### THE DATA

*** Begin section ***

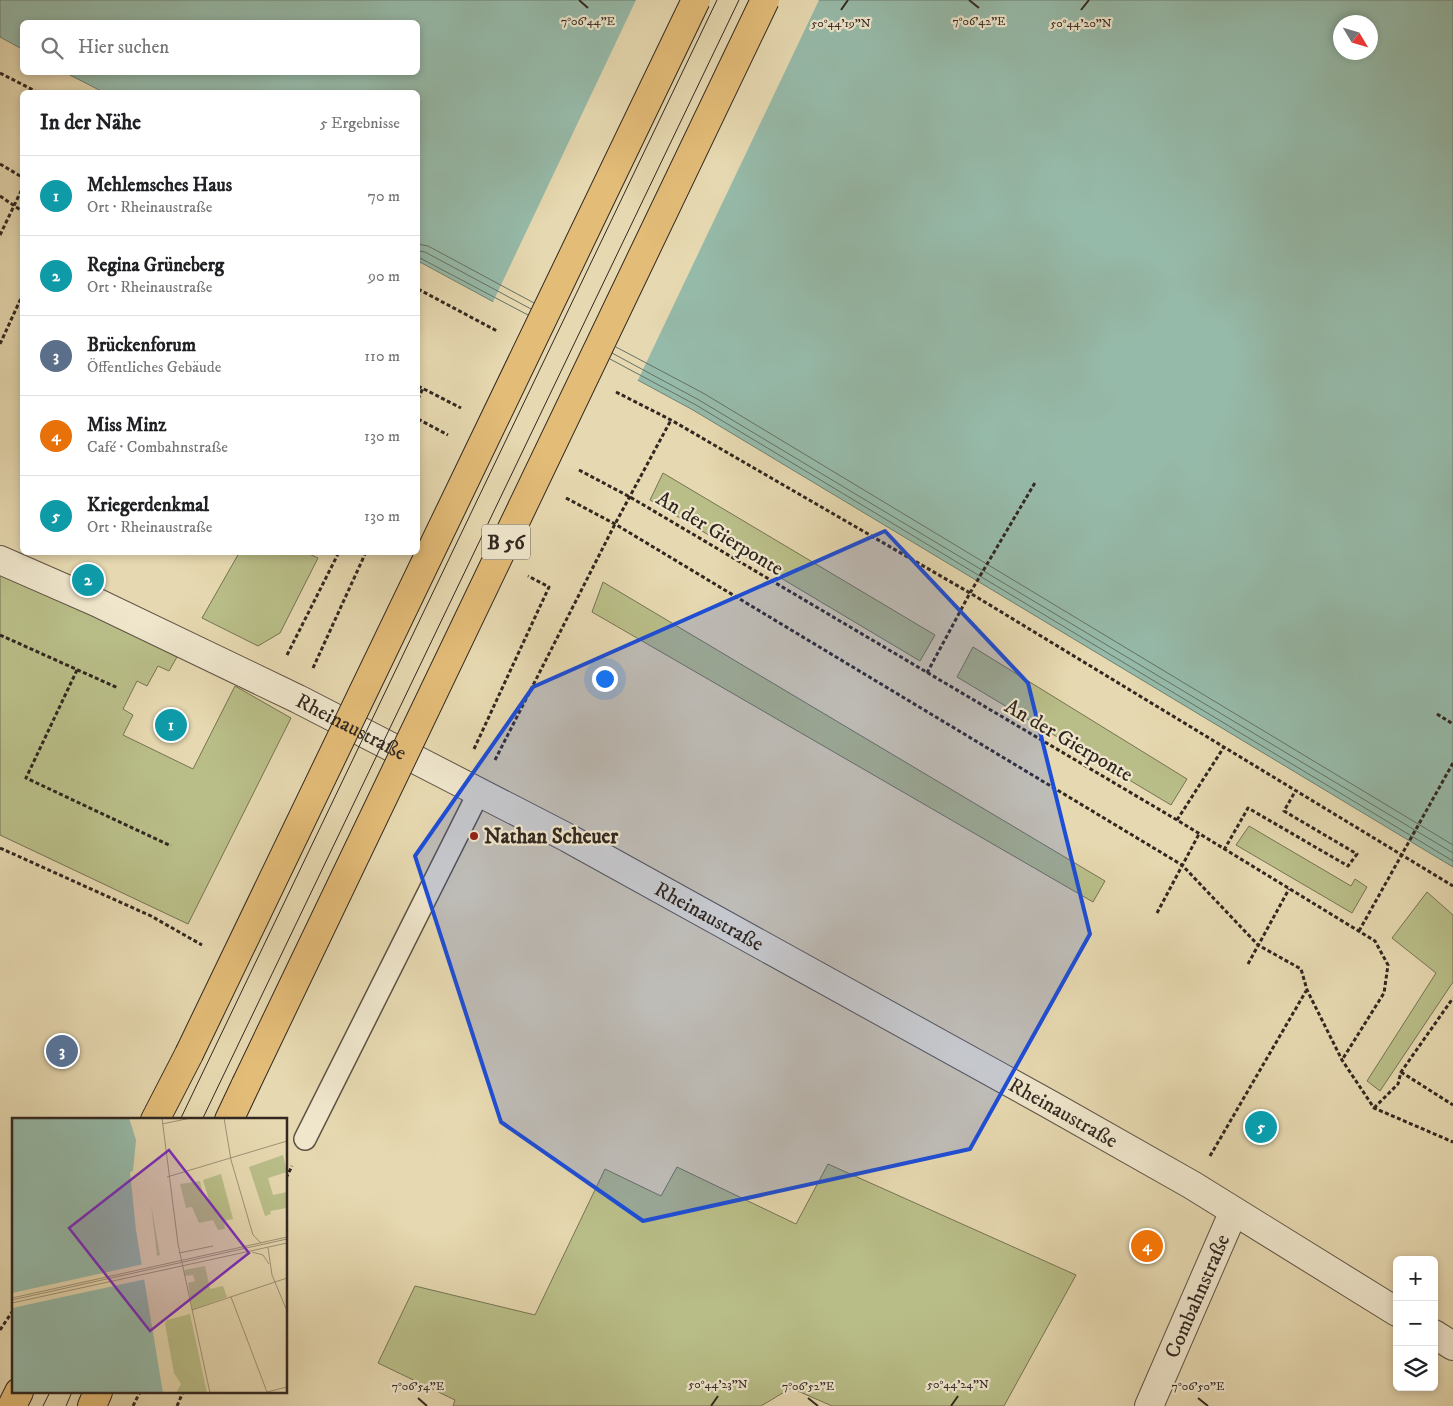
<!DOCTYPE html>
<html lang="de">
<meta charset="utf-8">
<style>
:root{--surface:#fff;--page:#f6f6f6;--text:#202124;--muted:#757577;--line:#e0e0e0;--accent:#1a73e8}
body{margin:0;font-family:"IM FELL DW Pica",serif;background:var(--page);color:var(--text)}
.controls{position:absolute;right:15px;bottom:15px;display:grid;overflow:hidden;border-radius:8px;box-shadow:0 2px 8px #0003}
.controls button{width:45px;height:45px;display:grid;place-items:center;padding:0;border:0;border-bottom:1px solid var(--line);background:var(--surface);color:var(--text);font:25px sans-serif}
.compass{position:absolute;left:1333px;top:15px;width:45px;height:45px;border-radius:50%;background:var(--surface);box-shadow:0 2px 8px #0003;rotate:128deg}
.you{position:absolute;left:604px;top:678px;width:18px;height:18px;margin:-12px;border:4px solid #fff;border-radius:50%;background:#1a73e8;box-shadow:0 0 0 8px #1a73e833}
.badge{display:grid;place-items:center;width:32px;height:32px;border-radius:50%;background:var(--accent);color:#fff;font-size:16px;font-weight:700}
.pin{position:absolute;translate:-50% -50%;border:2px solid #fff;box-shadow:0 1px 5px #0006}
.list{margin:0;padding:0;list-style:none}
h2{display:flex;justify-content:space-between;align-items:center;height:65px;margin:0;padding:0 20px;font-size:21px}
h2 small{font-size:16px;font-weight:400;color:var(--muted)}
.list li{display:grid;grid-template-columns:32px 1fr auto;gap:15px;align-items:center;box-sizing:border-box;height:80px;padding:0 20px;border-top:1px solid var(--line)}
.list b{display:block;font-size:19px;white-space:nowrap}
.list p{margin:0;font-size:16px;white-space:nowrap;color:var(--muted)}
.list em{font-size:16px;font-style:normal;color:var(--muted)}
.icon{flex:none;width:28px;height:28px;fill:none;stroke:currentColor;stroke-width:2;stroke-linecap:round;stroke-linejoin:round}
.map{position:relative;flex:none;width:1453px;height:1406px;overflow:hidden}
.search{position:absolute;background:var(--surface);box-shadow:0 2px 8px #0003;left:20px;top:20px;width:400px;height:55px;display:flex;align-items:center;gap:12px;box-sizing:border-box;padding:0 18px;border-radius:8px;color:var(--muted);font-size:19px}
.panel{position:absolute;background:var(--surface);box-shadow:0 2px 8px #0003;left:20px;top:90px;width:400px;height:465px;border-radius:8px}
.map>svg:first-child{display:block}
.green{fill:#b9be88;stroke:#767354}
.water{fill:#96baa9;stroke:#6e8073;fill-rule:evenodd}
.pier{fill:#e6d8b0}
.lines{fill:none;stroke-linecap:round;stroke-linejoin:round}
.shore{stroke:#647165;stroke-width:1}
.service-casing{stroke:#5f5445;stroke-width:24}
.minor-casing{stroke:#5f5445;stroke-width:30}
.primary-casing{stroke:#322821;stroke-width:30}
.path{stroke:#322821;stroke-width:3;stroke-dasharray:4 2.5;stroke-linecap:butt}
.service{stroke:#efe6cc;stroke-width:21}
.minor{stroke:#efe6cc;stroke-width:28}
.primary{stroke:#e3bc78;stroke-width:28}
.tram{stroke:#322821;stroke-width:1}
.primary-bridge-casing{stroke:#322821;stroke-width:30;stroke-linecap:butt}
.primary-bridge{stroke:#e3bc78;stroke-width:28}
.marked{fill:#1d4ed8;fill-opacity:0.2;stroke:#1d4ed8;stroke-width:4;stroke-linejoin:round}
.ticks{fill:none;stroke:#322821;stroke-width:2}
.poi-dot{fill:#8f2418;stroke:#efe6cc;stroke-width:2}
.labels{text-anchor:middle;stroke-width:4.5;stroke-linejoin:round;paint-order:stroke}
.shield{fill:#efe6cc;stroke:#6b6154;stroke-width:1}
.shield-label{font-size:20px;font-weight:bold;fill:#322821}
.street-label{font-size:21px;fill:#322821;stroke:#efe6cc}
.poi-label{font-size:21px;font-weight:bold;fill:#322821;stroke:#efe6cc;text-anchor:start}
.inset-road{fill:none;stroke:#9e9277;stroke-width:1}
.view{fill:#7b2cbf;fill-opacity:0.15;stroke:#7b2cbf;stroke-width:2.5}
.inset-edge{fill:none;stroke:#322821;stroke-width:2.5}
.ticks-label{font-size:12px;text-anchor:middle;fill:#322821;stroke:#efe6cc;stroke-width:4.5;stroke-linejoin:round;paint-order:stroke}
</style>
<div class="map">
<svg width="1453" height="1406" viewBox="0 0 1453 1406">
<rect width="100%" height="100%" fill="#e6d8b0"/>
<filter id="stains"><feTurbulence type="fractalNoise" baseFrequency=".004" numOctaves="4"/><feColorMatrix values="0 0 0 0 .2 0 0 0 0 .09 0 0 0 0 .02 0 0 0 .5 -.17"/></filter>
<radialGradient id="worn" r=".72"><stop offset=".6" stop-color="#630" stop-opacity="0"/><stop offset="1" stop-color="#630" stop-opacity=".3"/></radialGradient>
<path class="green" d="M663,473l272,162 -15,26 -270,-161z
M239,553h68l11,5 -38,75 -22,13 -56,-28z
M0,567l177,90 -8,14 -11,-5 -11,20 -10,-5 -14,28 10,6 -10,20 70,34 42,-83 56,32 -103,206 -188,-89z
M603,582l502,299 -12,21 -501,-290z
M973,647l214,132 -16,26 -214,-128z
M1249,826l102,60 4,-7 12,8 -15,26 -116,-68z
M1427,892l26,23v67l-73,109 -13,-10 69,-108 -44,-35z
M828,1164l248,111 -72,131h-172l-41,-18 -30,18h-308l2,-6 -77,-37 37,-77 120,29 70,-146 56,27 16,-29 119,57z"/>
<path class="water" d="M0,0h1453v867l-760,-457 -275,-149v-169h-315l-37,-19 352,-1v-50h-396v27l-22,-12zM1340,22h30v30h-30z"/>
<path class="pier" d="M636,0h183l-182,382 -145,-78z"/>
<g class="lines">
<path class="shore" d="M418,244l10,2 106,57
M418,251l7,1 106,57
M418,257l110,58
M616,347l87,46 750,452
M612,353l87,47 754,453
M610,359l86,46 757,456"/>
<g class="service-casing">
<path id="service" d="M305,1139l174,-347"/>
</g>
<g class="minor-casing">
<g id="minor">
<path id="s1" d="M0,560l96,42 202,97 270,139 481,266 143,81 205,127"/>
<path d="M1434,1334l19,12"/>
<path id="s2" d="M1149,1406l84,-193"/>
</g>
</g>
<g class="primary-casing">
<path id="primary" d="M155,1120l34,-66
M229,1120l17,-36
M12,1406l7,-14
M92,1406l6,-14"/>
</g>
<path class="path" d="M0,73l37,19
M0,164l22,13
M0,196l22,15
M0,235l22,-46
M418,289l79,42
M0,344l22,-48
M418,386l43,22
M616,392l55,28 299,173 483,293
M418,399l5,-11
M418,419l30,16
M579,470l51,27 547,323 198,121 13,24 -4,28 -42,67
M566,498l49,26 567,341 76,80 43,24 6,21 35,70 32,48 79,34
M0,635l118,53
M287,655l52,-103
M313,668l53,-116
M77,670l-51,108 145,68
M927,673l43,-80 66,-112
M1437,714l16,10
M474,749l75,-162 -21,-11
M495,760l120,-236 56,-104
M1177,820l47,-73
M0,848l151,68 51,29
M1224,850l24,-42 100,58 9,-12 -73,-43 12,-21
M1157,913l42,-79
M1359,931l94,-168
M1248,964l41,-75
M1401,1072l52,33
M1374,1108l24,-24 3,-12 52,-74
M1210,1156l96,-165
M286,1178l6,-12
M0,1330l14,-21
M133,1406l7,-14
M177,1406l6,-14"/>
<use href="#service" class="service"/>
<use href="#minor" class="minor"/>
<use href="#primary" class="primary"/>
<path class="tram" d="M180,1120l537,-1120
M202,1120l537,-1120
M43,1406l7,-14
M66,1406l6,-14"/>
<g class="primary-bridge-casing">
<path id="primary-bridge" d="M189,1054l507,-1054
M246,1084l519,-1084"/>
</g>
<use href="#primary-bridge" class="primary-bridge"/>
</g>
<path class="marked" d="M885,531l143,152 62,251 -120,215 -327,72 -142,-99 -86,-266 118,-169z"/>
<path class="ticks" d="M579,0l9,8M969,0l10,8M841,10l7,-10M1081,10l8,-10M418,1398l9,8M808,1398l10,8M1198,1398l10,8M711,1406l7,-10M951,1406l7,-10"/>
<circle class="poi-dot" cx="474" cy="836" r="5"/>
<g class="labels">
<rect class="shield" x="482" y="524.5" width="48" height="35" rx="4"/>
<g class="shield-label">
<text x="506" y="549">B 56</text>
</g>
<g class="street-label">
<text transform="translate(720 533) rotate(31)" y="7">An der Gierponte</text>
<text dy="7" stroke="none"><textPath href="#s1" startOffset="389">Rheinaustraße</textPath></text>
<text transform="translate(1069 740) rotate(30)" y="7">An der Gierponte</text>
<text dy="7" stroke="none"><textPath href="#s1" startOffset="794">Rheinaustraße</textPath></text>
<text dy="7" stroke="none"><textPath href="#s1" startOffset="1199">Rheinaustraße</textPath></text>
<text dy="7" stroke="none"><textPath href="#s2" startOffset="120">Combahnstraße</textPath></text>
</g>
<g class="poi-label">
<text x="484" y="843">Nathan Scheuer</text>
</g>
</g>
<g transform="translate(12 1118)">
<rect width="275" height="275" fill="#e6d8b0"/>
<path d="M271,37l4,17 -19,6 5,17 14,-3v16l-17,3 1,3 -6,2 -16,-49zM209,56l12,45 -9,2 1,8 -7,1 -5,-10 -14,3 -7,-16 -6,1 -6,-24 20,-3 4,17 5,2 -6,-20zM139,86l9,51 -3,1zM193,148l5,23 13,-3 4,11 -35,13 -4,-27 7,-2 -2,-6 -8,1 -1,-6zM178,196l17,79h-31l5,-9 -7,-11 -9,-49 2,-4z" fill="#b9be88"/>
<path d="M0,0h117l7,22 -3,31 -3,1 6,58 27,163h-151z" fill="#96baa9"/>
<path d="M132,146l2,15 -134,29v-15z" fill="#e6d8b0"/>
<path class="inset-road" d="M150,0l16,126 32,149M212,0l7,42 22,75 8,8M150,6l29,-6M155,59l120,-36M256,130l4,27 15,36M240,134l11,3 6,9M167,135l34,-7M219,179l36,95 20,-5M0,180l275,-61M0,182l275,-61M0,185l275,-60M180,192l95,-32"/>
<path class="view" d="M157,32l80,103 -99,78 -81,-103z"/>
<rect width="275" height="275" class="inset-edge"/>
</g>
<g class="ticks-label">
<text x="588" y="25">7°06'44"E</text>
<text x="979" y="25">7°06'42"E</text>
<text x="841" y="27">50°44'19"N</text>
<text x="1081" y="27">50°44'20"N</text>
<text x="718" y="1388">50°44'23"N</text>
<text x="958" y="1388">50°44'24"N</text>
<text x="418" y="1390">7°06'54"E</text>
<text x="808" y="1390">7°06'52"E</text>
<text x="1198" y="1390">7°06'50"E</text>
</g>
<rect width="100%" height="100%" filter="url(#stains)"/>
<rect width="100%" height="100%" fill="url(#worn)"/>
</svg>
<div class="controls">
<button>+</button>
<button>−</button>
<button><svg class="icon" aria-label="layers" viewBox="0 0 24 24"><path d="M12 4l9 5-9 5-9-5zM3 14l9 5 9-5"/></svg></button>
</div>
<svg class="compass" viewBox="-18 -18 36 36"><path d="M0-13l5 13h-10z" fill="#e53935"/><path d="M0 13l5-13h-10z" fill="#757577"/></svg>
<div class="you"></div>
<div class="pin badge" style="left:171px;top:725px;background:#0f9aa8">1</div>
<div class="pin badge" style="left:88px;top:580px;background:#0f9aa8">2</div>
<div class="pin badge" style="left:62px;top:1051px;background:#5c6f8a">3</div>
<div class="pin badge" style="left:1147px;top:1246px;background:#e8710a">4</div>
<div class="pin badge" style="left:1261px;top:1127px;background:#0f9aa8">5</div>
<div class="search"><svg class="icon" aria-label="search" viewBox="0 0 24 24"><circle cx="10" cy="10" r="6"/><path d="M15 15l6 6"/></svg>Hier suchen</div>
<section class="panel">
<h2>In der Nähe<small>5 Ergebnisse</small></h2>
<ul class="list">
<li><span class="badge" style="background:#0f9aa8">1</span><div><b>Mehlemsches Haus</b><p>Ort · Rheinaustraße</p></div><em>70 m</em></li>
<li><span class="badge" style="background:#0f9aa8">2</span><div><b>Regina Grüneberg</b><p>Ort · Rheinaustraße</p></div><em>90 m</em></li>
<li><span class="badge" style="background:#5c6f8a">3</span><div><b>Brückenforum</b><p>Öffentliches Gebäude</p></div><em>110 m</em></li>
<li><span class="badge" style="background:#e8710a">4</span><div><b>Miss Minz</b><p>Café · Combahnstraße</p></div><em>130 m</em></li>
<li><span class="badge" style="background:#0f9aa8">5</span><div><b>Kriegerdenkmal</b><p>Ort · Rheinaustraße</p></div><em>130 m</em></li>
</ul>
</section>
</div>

*** End section ***

If a line in the records above holds the string "nowrap", copy it.

### EXERCISE OUTPUT
.list b{display:block;font-size:19px;white-space:nowrap}
.list p{margin:0;font-size:16px;white-space:nowrap;color:var(--muted)}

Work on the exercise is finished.